# Exercise objective
Go through the data below and return each line containing the word "setLineDash".

[Records drawn from a dataset]
[Start of section]

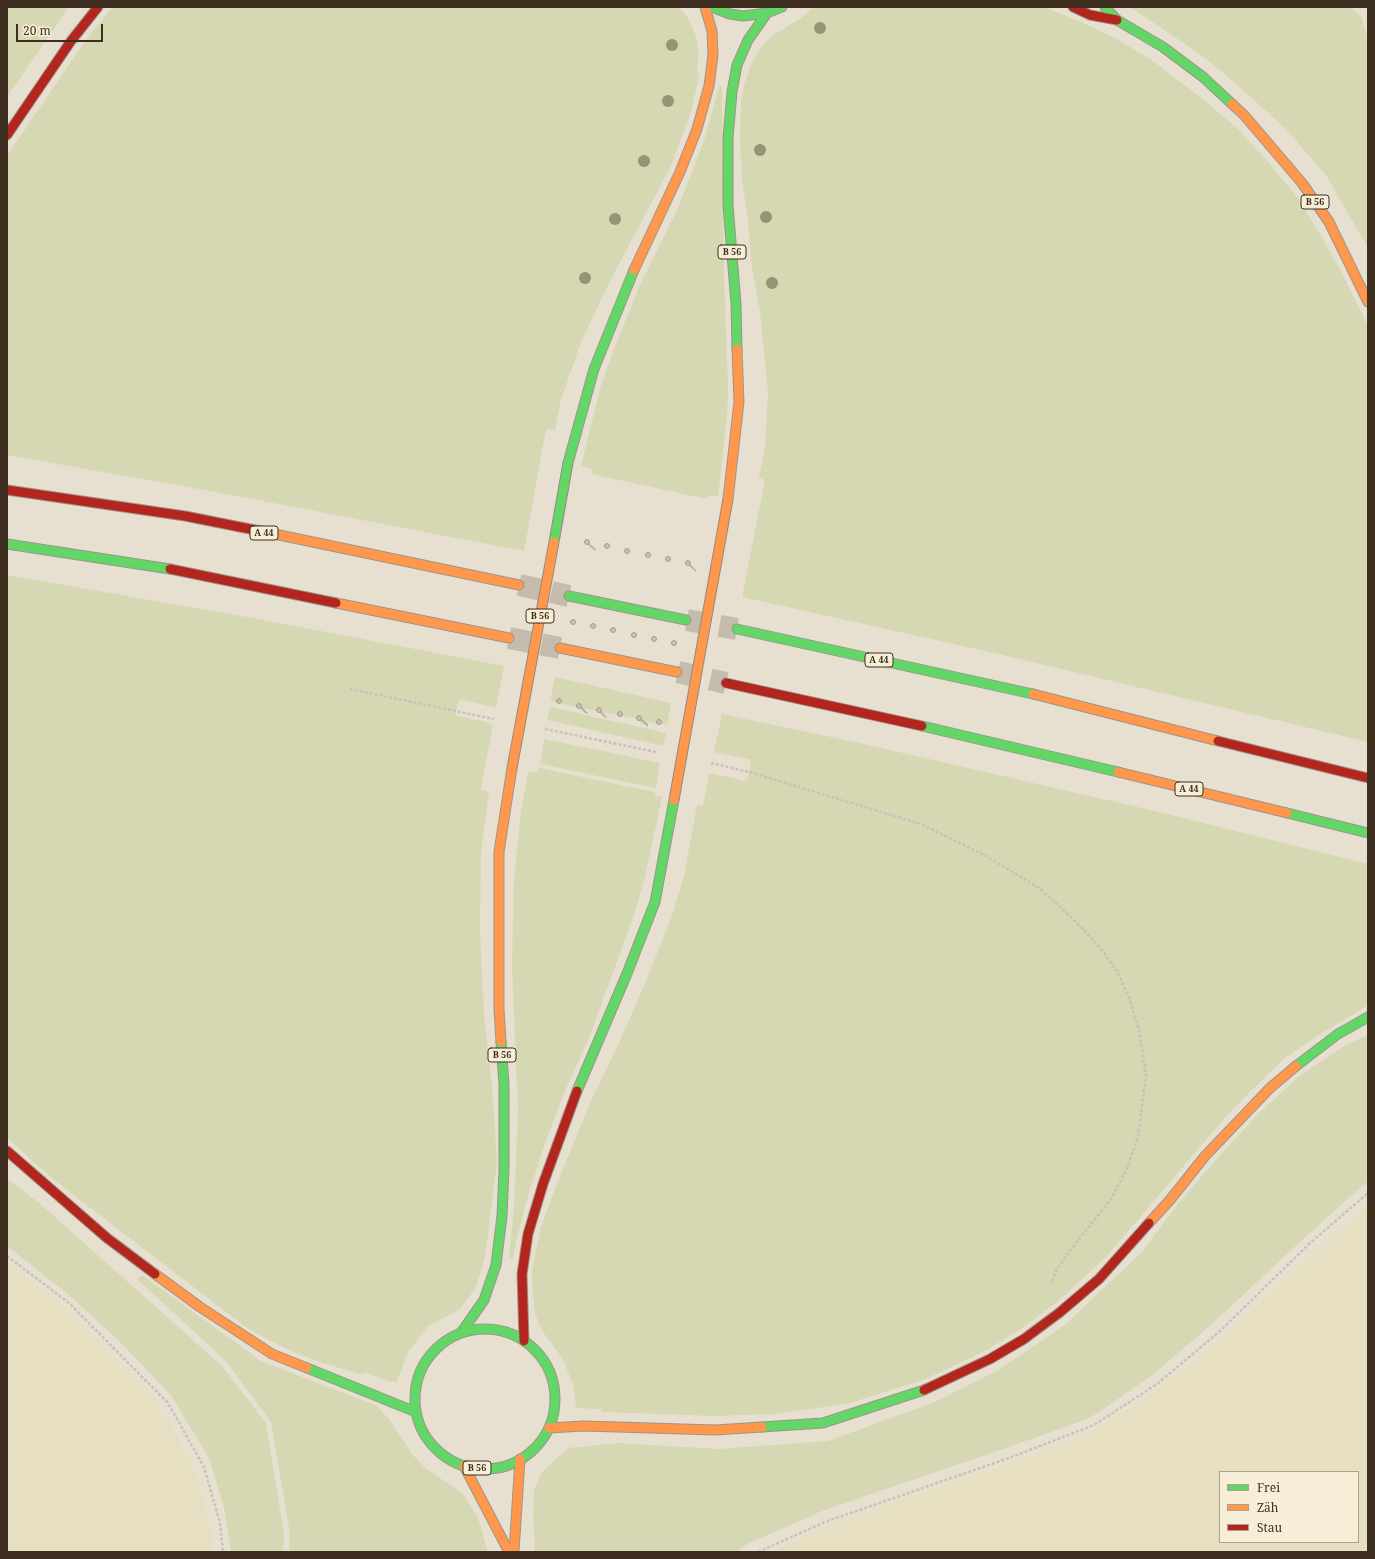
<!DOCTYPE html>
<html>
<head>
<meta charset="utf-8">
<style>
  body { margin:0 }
  #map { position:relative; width:1375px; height:1559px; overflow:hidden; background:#e7e0d1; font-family:"Noto Serif",serif }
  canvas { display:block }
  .frame { position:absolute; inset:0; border:8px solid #3d2e20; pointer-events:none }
  .legend { position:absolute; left:1219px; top:1471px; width:140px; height:72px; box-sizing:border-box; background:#f7eed8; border:1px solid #ada18e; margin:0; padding:5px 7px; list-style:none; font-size:12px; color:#3d2e20 }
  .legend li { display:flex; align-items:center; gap:8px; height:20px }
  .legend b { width:20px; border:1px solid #ada18e }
  .scale { position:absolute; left:16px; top:24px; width:87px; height:18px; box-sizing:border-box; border:2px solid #3d2e20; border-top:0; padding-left:5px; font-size:12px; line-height:14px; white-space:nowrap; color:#3d2e20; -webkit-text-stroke:3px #f7eed8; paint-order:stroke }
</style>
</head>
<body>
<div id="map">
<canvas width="1375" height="1559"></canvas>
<div class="frame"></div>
<ul class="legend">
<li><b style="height:5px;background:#63d668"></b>Frei</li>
<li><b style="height:5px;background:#ff974d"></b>Zäh</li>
<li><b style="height:5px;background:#b3261e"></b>Stau</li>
</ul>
<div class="scale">20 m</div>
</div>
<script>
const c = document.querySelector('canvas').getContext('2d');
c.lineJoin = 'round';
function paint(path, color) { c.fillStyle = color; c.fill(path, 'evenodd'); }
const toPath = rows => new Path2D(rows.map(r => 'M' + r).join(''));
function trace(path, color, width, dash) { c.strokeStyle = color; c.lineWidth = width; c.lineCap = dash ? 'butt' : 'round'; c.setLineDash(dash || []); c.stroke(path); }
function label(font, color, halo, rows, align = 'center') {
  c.font = font + ' "Noto Serif",serif'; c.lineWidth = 4; c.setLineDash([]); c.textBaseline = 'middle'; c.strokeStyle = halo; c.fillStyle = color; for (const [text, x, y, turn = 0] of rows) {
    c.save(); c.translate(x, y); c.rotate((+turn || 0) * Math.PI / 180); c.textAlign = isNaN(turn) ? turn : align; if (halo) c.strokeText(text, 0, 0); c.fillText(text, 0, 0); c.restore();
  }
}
paint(toPath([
  [1368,1204,1368,1552,770,1552,826,1526,999,1467,1088,1434,1153,1393,1224,1336],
  [1220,1472,1358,1472,1358,1542,1220,1542],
  [7,1263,62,1304,149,1392,172,1428,197,1474,212,1536,212,1552,7,1552]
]), '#e6dfc2');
paint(toPath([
  [7,7,69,7,7,97],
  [113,7,679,7,688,18,696,36,699,50,697,71,700,71,691,112,671,166,610,281,581,342,561,400,555,430,546,429,524,551,216,492,7,455,7,156,68,66,91,33],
  [814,7,1044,7,1079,21,1117,39,1153,61,1205,101,1236,127,1264,157,1298,198,1323,239,1343,275,1368,326,1368,742,994,653,742,597,765,480,759,478,765,447,768,393,760,311,752,268,747,212,742,179,740,140,741,101,745,81,746,81,751,64,761,47,772,36,801,18],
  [1130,7,1350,7,1361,16,1368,39,1368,248,1326,175,1286,129,1235,83,1200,54],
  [719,86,722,87,724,271,728,389,727,417,718,497,709,495,707,499,591,474,592,469,581,466,601,386,614,349,640,285,677,210,693,169,705,138],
  [7,575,258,619,504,666,496,708,459,699,455,715,493,724,481,790,489,792,481,851,480,931,484,1014,492,1086,497,1162,485,1258,475,1289,460,1309,428,1326,408,1352,396,1384,394,1381,390,1382,365,1372,364,1375,320,1362,293,1352,263,1337,243,1325,54,1180,7,1138],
  [555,677,671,703,667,725,661,724,662,722,660,720,658,721,657,724,641,720,642,717,640,716,637,717,637,719,621,716,622,713,620,712,617,713,618,715,600,712,601,709,599,707,596,709,597,711,580,708,581,705,578,703,577,707,560,703,561,701,559,699,557,700,557,702,550,701],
  [550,707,666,733,663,746,547,720],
  [722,714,864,744,1159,812,1368,864,1368,1005,1322,1033,1285,1058,1258,1084,1229,1113,1106,1257,1057,1302,1021,1329,987,1350,926,1379,853,1402,824,1407,773,1414,714,1416,602,1412,602,1409,576,1408,573,1385,563,1359,543,1332,535,1314,533,1294,532,1270,541,1227,558,1181,590,1103,619,1043,646,981,673,913,684,876,697,805,703,806,709,773,747,781,751,760,714,752],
  [544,739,660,763,656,788,540,764],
  [539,768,655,792,655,796,662,797,645,877,634,915,589,1038,564,1093,545,1143,528,1196,517,1237,513,1258,510,1259,509,1256,514,1208,518,1109,512,965,514,879,521,811,528,772,537,773],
  [1368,1035,1368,1181,1303,1239,1213,1323,1151,1376,1090,1418,1006,1448,822,1511,747,1544,736,1552,535,1552,533,1517,534,1491,542,1472,568,1448,618,1443,718,1449,828,1441,935,1402,997,1371,1066,1324,1141,1253,1178,1204,1214,1162,1256,1116,1298,1077,1344,1046],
  [7,1179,38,1202,221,1365,266,1423,284,1535,283,1552,231,1552,224,1508,210,1460,171,1395,119,1341,69,1295,7,1246],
  [142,1275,261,1361,377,1406,389,1419,412,1454,424,1467,463,1494,478,1518,488,1552,289,1552,290,1533,271,1422,226,1361,137,1279]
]), '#d6d7b3');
paint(toPath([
  [586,541,596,549,595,551,586,543],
  [688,562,696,570,696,572,687,564],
  [579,704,588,713,588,714,585,713,578,706],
  [599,709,607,717,607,718,604,717,597,710],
  [639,717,641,718,648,724,648,727,639,720]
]), '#0003');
const building = toPath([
  '584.5 542a2.5 2.5 0 1 1 5 0a2.5 2.5 0 1 1-5 0Z',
  '604.5 546a2.5 2.5 0 1 1 5 0a2.5 2.5 0 1 1-5 0Z',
  '624.5 551a2.5 2.5 0 1 1 5 0a2.5 2.5 0 1 1-5 0Z',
  '645.5 555a2.5 2.5 0 1 1 5 0a2.5 2.5 0 1 1-5 0Z',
  '665.5 559a2.5 2.5 0 1 1 5 0a2.5 2.5 0 1 1-5 0Z',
  '685.5 563a2.5 2.5 0 1 1 5 0a2.5 2.5 0 1 1-5 0Z',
  '570.5 622a2.5 2.5 0 1 1 5 0a2.5 2.5 0 1 1-5 0Z',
  '590.5 626a2.5 2.5 0 1 1 5 0a2.5 2.5 0 1 1-5 0Z',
  '610.5 630a2.5 2.5 0 1 1 5 0a2.5 2.5 0 1 1-5 0Z',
  '631.5 635a2.5 2.5 0 1 1 5 0a2.5 2.5 0 1 1-5 0Z',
  '651.5 639a2.5 2.5 0 1 1 5 0a2.5 2.5 0 1 1-5 0Z',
  '671.5 643a2.5 2.5 0 1 1 5 0a2.5 2.5 0 1 1-5 0Z',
  '556.5 701a2.5 2.5 0 1 1 5 0a2.5 2.5 0 1 1-5 0Z',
  '576.5 706a2.5 2.5 0 1 1 5 0a2.5 2.5 0 1 1-5 0Z',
  '596.5 710a2.5 2.5 0 1 1 5 0a2.5 2.5 0 1 1-5 0Z',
  '617.5 714a2.5 2.5 0 1 1 5 0a2.5 2.5 0 1 1-5 0Z',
  '636.5 718a2.5 2.5 0 1 1 5 0a2.5 2.5 0 1 1-5 0Z',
  '656.5 722a2.5 2.5 0 1 1 5 0a2.5 2.5 0 1 1-5 0Z'
]);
paint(building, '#cbbfb2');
trace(building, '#a89c90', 1);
trace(toPath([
  [519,585,569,596],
  [687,620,737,629],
  [509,638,560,648],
  [678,672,726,683]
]), '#c5bcae', 22, [22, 11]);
const fast = toPath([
  [712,7,730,14,743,16,767,13,782,7],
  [1105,7,1117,20,1163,47,1203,77,1232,104],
  [737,349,736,304,728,205,728,138,732,92,737,65,748,40,767,13],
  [568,463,594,369,634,270],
  [7,544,170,569],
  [569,596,686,620],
  [737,629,1033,694],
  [922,726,1118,772],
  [1287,813,1368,833],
  [1296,1066,1338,1034,1368,1017],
  [577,1091,626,976,655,902,674,800],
  '415 1399a70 70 0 1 1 140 0a70 70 0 1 1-140 0Z',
  [461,1333,484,1300,496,1265,502,1216,504,1169,504,1085,501,1042],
  [307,1368,416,1412],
  [762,1427,823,1423,924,1390]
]);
const slow = toPath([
  [1232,104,1244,115,1302,183,1329,222,1368,302],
  [634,270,680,172,697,129,709,86,713,55,712,31,705,7],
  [728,499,739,402,737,349],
  [260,531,519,585],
  [336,603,509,638],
  [560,648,677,672],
  [1033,694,1218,741],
  [1118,772,1287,813],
  [501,1042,499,1009,499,852,512,768],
  [1149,1223,1170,1200,1205,1156,1270,1088,1296,1066],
  [155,1274,200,1307,272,1354,307,1368],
  [549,1428,584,1426,715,1430,762,1427],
  [464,1466,509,1552],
  [514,1552,520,1459]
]);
const jam = toPath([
  [1073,7,1090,15,1117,20],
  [7,135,71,41,98,7],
  [7,490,185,516,260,531],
  [170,569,336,603],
  [726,683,922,726],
  [1218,741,1368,778],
  [7,1151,107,1238,155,1274],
  [524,1341,522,1274,528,1234,543,1184,577,1091],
  [924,1390,990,1359,1024,1339,1059,1313,1099,1279,1149,1223]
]);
trace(fast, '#9c958a', 11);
trace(slow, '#9c958a', 11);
trace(jam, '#9c958a', 11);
trace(toPath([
  [350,689,494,719],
  [545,729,656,752],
  [711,763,749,772,921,824,986,856,1039,888,1070,916,1097,944,1117,971,1130,1000,1139,1030,1146,1075,1138,1137,1127,1168,1111,1199,1069,1252,1056,1271,1051,1284],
  [7,1256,69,1303,168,1403,204,1467,220,1523,223,1552],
  [758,1552,825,1522,1009,1458,1094,1425,1157,1384,1220,1331,1309,1244,1368,1193]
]), '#c8c2b9', 2.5, [3, 2]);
trace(fast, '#63d668', 9);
trace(slow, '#ff974d', 9);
trace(jam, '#b3261e', 9);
const fastBridge = toPath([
  [554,542,568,463]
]);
const slowBridge = toPath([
  [512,768,554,542],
  [674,800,728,499]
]);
trace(fastBridge, '#928b80', 11, []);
trace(slowBridge, '#928b80', 11, []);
trace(fastBridge, '#63d668', 9);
trace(slowBridge, '#ff974d', 9);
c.fillStyle = '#929673';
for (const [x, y] of [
  [820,28],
  [672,45],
  [668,101],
  [760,150],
  [644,161],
  [766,217],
  [615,219],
  [585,278],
  [772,283]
]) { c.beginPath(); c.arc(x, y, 6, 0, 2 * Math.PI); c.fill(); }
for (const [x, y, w] of [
  [1315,202,28],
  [732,252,28],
  [264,533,28],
  [540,616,28],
  [879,660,28],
  [1189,789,28],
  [502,1055,28],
  [477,1468,28]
]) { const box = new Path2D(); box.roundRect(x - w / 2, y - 7, w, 14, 3); c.fillStyle = '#f7eed8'; c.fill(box); trace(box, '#3d2e20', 1); }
label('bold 9px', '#3d2e20', null, [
  ["B 56",1315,202],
  ["B 56",732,252],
  ["A 44",264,533],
  ["B 56",540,616],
  ["A 44",879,660],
  ["A 44",1189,789],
  ["B 56",502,1055],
  ["B 56",477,1468]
]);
</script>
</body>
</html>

[End of section]

# Exercise answer
function trace(path, color, width, dash) { c.strokeStyle = color; c.lineWidth = width; c.lineCap = dash ? 'butt' : 'round'; c.setLineDash(dash || []); c.stroke(path); }
  c.font = font + ' "Noto Serif",serif'; c.lineWidth = 4; c.setLineDash([]); c.textBaseline = 'middle'; c.strokeStyle = halo; c.fillStyle = color; for (const [text, x, y, turn = 0] of rows) {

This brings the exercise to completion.